╭─ Record excerpts

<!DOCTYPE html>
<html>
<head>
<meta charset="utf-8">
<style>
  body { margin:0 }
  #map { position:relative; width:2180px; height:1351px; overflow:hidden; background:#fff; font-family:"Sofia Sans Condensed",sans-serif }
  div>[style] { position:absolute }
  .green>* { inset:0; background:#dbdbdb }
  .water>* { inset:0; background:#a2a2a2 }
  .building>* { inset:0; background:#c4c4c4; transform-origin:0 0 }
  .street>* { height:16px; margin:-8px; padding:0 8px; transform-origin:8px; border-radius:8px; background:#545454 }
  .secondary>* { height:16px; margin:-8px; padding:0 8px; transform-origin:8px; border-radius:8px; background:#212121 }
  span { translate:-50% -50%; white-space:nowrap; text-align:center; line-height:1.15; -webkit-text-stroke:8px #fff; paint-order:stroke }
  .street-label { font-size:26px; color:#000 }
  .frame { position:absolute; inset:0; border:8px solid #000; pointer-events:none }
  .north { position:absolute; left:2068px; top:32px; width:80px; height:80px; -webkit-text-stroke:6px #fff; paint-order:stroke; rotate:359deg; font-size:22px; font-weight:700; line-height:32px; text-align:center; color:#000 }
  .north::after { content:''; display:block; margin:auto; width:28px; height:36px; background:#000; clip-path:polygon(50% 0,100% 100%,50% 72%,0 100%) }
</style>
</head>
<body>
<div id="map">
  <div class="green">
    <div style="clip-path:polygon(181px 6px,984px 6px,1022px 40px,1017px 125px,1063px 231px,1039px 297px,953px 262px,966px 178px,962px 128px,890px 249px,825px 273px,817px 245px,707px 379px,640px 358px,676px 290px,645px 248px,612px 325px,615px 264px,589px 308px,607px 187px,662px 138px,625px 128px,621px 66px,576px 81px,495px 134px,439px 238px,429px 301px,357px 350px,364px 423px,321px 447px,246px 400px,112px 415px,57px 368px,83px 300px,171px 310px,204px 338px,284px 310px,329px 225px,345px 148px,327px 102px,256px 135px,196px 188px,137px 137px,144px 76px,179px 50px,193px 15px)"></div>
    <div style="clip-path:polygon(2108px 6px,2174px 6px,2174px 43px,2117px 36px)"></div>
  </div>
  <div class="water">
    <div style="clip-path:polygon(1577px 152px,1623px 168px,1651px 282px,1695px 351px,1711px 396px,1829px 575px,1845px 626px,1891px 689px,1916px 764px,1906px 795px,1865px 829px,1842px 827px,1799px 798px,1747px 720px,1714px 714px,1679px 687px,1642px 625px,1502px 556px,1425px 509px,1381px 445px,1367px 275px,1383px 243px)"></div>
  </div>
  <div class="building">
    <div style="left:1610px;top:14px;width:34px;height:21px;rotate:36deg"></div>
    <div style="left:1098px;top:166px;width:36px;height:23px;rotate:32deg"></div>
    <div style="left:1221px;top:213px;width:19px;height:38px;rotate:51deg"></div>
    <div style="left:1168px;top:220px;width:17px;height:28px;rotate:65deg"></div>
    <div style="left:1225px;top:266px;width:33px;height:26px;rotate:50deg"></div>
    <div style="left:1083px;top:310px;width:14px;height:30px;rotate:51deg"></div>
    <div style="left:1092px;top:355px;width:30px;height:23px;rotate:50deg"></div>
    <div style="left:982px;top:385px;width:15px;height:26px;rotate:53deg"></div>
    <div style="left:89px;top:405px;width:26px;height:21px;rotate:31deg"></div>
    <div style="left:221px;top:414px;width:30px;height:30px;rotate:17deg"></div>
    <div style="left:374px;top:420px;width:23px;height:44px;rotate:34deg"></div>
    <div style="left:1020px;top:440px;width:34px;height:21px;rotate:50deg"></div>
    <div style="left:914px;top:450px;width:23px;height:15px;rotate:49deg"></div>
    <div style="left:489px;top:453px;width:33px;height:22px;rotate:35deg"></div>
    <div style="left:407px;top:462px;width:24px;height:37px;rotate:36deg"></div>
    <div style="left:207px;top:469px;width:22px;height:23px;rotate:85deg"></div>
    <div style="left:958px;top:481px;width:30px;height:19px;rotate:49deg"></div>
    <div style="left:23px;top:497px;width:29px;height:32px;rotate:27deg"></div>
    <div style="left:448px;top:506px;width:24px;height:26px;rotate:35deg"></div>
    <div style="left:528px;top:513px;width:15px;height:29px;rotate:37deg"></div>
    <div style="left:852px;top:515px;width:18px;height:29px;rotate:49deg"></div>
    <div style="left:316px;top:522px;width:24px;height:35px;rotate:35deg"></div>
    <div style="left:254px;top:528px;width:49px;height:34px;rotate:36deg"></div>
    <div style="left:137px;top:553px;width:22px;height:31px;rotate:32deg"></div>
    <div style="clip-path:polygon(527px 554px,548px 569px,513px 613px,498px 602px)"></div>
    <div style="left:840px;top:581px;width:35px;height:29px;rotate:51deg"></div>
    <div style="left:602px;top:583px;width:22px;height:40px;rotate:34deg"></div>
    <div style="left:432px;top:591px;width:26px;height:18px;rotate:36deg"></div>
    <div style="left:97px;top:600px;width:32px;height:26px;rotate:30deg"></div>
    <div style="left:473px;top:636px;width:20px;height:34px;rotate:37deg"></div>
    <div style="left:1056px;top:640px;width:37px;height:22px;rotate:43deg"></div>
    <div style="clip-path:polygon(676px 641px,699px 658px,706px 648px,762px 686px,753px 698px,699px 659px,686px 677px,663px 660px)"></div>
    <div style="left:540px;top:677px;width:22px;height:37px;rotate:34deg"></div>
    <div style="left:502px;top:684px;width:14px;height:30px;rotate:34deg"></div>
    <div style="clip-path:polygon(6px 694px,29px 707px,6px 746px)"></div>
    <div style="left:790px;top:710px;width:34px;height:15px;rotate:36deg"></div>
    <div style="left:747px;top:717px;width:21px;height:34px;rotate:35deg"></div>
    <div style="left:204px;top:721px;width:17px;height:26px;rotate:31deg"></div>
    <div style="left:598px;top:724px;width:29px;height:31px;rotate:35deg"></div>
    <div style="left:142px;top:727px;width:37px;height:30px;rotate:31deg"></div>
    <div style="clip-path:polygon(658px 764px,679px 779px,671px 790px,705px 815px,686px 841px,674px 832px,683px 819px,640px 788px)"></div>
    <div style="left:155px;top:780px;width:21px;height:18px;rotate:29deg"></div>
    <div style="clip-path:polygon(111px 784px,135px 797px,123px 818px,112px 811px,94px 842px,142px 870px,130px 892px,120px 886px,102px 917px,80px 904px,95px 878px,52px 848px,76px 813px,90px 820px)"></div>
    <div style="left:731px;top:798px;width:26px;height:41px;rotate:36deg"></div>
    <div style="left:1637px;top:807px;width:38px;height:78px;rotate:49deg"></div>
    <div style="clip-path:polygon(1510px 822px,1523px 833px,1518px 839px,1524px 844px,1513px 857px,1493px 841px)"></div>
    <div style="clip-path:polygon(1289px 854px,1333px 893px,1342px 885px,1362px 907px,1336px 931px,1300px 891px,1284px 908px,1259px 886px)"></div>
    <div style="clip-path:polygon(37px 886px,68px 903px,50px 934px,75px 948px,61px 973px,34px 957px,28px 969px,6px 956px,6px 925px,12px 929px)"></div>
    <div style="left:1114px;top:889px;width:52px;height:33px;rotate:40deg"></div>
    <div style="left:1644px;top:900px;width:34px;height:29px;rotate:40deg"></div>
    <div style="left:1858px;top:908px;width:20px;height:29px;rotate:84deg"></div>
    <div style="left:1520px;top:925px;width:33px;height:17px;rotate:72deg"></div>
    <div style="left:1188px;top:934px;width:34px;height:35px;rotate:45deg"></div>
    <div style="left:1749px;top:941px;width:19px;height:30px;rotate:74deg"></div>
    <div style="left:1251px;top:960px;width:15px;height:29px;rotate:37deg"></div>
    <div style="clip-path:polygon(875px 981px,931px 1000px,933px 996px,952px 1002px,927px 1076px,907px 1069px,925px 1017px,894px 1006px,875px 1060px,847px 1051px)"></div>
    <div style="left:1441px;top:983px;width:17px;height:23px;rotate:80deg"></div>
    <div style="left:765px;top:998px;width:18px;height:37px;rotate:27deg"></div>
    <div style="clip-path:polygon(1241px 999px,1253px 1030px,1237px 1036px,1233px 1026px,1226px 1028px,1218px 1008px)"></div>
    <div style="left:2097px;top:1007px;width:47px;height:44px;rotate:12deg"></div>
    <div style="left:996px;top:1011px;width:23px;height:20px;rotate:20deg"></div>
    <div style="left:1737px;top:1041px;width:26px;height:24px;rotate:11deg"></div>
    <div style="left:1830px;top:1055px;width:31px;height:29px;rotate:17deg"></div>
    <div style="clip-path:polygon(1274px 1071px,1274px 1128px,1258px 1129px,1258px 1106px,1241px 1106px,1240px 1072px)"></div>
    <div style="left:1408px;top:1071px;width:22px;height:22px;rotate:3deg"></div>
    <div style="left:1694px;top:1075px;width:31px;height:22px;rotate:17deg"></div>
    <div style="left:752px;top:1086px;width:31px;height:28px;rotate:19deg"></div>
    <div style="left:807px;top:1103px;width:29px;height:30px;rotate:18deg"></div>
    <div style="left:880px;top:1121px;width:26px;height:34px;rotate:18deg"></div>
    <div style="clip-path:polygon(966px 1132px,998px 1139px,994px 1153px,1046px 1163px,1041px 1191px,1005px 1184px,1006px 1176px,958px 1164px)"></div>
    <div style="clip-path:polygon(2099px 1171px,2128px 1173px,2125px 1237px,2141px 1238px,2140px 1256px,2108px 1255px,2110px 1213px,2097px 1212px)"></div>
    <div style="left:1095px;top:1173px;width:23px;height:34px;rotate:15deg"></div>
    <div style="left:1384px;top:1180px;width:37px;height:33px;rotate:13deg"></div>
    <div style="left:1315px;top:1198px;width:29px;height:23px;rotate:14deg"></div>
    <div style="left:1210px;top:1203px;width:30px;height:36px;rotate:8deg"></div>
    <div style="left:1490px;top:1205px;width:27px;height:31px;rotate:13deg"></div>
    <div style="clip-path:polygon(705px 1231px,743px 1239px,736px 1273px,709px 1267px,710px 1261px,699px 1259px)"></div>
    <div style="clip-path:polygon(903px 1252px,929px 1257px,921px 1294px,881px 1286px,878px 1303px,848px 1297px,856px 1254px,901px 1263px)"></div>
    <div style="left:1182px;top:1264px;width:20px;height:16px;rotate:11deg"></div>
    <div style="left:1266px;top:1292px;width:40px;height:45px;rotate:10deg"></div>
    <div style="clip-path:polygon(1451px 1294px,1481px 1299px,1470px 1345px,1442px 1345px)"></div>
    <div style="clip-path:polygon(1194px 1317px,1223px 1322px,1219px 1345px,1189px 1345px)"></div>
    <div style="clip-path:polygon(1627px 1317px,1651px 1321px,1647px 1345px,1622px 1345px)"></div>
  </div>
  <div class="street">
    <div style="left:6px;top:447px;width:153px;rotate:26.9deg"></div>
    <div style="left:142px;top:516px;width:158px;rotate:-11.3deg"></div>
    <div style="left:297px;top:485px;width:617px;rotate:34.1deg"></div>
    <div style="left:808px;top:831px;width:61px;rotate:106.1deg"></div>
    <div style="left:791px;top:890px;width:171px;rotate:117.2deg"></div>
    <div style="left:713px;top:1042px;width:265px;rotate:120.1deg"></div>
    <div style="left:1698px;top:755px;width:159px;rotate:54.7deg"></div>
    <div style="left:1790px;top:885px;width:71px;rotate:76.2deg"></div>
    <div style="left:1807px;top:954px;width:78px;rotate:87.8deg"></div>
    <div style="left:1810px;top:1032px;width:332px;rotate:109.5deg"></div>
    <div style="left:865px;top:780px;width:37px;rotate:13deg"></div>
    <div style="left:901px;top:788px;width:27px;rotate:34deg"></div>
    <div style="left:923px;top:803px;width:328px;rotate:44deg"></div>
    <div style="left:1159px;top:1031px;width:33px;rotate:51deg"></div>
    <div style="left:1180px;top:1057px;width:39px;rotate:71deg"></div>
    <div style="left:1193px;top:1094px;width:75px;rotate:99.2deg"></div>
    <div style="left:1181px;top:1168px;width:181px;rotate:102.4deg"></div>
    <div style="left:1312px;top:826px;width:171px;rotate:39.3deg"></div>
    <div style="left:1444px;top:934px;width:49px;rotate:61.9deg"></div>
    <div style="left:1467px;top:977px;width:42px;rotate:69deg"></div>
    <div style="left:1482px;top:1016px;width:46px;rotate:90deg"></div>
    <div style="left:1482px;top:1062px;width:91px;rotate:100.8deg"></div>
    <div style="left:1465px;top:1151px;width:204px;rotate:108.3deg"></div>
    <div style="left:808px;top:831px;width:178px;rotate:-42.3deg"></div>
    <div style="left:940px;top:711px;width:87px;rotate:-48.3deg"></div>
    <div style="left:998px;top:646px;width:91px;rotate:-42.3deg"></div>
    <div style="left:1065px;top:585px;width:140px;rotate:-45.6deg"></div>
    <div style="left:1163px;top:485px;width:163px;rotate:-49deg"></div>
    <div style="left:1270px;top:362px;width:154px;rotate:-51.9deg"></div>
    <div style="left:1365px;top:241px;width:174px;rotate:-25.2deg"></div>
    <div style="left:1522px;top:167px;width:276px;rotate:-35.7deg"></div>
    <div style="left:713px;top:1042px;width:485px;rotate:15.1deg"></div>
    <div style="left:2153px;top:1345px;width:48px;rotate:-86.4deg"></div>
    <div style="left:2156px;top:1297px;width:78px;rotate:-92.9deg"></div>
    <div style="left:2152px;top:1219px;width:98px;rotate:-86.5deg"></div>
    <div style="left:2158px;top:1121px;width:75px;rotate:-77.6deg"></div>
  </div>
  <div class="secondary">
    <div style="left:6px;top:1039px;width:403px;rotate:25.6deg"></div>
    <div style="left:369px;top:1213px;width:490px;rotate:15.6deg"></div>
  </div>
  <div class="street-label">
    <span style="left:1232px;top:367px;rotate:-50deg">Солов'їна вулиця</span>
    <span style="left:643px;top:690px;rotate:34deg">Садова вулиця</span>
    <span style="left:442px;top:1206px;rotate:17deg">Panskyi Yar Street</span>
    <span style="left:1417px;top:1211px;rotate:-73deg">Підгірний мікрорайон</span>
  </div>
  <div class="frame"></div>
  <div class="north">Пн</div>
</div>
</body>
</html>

╰─
╭─ Record excerpts

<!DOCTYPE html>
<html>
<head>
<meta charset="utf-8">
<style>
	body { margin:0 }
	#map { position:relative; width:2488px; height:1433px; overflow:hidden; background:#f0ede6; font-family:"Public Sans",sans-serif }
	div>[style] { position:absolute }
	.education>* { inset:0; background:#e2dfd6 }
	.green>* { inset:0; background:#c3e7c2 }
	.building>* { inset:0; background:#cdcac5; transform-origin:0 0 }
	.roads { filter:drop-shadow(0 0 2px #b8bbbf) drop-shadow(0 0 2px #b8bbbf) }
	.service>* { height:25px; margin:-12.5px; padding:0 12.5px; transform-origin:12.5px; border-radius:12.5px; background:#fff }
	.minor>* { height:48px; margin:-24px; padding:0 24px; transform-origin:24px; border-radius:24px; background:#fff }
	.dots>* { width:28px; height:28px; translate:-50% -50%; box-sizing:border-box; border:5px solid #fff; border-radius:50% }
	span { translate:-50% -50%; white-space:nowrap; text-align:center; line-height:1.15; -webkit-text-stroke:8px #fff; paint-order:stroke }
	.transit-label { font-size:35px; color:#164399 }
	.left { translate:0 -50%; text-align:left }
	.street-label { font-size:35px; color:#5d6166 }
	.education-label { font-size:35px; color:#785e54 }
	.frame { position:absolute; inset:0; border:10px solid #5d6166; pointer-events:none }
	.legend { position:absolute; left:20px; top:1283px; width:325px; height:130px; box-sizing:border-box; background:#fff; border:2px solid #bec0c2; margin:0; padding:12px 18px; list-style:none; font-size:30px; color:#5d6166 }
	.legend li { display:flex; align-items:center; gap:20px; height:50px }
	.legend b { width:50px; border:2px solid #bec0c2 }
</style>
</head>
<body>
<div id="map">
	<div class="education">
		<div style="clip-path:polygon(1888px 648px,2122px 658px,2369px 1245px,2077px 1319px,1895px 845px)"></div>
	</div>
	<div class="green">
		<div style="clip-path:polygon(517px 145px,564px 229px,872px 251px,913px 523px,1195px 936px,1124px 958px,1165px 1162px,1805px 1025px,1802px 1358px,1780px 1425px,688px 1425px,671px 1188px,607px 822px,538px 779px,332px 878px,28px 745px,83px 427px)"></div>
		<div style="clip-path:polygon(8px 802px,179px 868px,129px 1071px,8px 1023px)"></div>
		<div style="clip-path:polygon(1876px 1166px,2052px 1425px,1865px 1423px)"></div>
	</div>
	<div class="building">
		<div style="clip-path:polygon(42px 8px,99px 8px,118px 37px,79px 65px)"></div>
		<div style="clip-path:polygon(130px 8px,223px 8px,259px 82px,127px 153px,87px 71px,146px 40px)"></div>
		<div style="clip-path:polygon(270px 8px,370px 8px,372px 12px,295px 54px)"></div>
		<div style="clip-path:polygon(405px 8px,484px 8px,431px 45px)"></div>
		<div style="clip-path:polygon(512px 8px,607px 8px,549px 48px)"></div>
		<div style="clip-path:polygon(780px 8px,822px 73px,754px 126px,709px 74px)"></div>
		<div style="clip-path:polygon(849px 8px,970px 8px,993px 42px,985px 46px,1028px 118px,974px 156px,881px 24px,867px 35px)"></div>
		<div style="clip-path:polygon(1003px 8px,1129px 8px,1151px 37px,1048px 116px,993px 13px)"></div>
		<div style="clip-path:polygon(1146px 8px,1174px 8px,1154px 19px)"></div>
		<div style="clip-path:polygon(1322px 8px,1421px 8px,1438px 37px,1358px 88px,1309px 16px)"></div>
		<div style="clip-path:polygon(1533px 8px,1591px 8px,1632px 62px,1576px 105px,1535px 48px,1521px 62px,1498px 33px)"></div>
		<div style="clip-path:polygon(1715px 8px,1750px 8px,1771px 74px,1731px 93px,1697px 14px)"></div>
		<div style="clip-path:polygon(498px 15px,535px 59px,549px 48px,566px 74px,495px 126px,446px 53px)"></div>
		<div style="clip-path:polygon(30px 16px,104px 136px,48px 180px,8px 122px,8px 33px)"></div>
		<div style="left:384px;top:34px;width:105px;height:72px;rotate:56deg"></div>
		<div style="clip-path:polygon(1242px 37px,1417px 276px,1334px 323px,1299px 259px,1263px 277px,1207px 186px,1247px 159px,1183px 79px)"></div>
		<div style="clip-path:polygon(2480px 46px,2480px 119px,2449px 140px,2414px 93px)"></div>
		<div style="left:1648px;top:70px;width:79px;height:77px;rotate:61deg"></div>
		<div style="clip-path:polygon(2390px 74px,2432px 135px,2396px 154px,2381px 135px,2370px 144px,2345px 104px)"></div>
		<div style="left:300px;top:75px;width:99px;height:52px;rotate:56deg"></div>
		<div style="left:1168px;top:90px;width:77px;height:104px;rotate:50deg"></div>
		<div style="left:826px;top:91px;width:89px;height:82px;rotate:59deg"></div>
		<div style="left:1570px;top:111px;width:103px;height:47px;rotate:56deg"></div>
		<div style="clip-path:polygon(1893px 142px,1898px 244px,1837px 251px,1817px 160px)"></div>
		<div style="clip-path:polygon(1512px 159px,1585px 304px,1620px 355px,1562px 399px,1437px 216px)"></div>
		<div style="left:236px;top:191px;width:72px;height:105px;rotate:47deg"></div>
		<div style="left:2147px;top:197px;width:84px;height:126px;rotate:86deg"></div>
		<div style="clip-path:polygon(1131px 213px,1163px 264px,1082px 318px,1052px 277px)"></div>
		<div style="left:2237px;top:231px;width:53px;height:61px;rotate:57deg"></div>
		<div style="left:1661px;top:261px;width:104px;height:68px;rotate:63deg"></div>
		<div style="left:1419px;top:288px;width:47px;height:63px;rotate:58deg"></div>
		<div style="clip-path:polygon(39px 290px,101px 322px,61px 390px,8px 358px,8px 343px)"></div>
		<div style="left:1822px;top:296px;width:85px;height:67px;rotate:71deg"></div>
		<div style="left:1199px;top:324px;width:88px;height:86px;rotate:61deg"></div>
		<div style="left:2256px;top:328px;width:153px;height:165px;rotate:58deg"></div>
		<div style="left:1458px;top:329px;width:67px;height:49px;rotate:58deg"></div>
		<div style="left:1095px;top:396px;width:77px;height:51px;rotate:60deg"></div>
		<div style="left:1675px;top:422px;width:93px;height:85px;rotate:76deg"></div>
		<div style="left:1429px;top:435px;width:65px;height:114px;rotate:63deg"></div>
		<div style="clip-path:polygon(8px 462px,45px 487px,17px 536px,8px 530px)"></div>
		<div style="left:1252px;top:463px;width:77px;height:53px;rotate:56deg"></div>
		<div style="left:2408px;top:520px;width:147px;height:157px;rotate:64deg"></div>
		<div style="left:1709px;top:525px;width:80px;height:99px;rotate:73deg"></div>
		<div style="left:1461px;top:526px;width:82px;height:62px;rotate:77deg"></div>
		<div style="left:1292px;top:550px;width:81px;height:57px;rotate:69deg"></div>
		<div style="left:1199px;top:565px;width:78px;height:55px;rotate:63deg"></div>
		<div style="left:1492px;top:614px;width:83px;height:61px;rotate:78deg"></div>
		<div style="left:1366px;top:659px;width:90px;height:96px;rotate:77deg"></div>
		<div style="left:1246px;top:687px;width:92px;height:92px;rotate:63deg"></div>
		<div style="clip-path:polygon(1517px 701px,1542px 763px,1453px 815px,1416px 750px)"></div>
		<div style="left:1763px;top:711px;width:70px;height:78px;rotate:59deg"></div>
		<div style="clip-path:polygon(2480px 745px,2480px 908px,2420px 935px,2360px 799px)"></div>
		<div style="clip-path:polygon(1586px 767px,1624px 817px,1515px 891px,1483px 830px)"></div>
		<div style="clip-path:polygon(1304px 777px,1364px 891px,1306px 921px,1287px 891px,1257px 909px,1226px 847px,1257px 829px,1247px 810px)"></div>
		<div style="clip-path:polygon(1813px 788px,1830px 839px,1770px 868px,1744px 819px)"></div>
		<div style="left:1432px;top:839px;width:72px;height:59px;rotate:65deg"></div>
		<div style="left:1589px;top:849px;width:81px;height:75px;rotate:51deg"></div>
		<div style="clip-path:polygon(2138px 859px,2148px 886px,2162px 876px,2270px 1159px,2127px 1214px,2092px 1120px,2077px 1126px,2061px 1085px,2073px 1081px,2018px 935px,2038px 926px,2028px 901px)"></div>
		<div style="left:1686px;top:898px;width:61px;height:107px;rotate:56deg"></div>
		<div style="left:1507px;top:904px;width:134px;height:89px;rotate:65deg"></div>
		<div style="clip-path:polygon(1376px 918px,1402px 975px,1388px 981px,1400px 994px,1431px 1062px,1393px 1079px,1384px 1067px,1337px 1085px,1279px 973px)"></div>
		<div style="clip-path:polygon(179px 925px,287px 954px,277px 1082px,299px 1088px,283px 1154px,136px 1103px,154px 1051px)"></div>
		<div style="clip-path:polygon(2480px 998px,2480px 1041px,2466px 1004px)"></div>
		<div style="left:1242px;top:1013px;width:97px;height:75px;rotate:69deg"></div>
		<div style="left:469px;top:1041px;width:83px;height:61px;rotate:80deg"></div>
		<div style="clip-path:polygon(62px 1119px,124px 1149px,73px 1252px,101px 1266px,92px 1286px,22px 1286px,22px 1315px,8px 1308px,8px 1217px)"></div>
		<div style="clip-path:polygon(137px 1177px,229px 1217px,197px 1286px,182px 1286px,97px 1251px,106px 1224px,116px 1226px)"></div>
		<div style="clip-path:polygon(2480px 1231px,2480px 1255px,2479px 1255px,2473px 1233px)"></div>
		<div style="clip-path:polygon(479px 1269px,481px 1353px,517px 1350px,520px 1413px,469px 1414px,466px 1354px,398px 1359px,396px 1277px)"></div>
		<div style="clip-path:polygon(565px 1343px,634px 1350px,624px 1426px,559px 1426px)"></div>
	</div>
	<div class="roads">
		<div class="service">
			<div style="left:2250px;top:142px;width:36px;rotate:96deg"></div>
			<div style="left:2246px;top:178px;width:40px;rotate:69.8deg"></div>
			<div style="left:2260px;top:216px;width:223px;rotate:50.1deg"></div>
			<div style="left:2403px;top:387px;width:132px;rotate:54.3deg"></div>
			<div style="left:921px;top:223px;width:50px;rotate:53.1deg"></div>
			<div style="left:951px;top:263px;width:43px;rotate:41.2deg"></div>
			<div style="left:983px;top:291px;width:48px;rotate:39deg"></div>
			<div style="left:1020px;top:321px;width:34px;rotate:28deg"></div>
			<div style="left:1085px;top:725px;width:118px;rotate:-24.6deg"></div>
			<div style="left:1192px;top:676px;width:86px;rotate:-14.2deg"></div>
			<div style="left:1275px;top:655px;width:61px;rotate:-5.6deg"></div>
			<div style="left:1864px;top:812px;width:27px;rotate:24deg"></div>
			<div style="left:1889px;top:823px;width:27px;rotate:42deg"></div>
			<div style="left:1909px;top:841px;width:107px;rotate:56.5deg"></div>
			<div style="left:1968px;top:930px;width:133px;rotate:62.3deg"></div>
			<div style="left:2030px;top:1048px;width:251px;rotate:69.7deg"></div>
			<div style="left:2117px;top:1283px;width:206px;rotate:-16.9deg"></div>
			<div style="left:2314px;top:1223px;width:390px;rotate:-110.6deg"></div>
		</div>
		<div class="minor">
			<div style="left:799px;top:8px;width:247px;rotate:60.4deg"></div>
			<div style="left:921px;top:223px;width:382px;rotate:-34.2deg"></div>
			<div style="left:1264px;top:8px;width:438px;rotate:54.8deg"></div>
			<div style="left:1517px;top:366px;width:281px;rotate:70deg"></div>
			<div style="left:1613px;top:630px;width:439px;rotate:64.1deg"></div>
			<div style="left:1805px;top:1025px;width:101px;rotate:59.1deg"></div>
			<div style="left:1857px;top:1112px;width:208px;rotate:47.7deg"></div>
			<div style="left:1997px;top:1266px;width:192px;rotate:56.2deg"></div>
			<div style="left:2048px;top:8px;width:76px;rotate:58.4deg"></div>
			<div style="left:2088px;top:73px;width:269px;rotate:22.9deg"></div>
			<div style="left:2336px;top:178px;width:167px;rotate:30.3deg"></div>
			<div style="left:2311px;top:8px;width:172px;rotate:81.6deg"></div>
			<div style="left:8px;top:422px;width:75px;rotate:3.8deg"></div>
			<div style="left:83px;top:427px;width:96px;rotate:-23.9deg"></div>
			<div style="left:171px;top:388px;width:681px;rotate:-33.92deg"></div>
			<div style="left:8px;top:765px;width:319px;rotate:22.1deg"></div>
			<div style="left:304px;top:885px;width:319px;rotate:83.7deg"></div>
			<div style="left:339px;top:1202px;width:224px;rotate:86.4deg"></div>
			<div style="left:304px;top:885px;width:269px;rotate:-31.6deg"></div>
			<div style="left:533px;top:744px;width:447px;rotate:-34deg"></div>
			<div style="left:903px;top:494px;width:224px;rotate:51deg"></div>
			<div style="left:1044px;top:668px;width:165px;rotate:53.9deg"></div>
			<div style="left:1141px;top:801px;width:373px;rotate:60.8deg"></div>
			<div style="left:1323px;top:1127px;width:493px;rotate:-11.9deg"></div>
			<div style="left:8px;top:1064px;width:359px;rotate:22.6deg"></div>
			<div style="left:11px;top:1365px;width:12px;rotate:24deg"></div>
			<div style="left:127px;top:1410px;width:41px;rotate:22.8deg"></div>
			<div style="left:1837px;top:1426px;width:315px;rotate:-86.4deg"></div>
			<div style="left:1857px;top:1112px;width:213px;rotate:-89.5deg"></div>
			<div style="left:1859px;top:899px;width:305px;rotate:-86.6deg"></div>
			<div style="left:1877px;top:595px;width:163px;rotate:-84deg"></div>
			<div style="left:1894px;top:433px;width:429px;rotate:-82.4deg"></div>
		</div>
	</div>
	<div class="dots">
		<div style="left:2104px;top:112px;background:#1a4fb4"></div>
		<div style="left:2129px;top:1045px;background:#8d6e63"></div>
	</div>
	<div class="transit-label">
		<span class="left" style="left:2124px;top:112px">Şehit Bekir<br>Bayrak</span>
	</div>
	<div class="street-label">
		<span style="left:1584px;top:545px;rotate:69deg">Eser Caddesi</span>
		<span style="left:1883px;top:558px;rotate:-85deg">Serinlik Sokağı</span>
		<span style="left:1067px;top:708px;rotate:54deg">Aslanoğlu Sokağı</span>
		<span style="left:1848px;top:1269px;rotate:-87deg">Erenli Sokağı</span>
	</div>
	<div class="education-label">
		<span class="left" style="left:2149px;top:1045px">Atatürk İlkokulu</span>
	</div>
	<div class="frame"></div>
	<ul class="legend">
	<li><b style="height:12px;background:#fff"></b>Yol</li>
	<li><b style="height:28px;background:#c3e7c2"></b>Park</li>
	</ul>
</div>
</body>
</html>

╰─

▶ **What is being asked**
Write out each line above containing "service".

▶ **Answer below**
	.service>* { height:25px; margin:-12.5px; padding:0 12.5px; transform-origin:12.5px; border-radius:12.5px; background:#fff }
		<div class="service">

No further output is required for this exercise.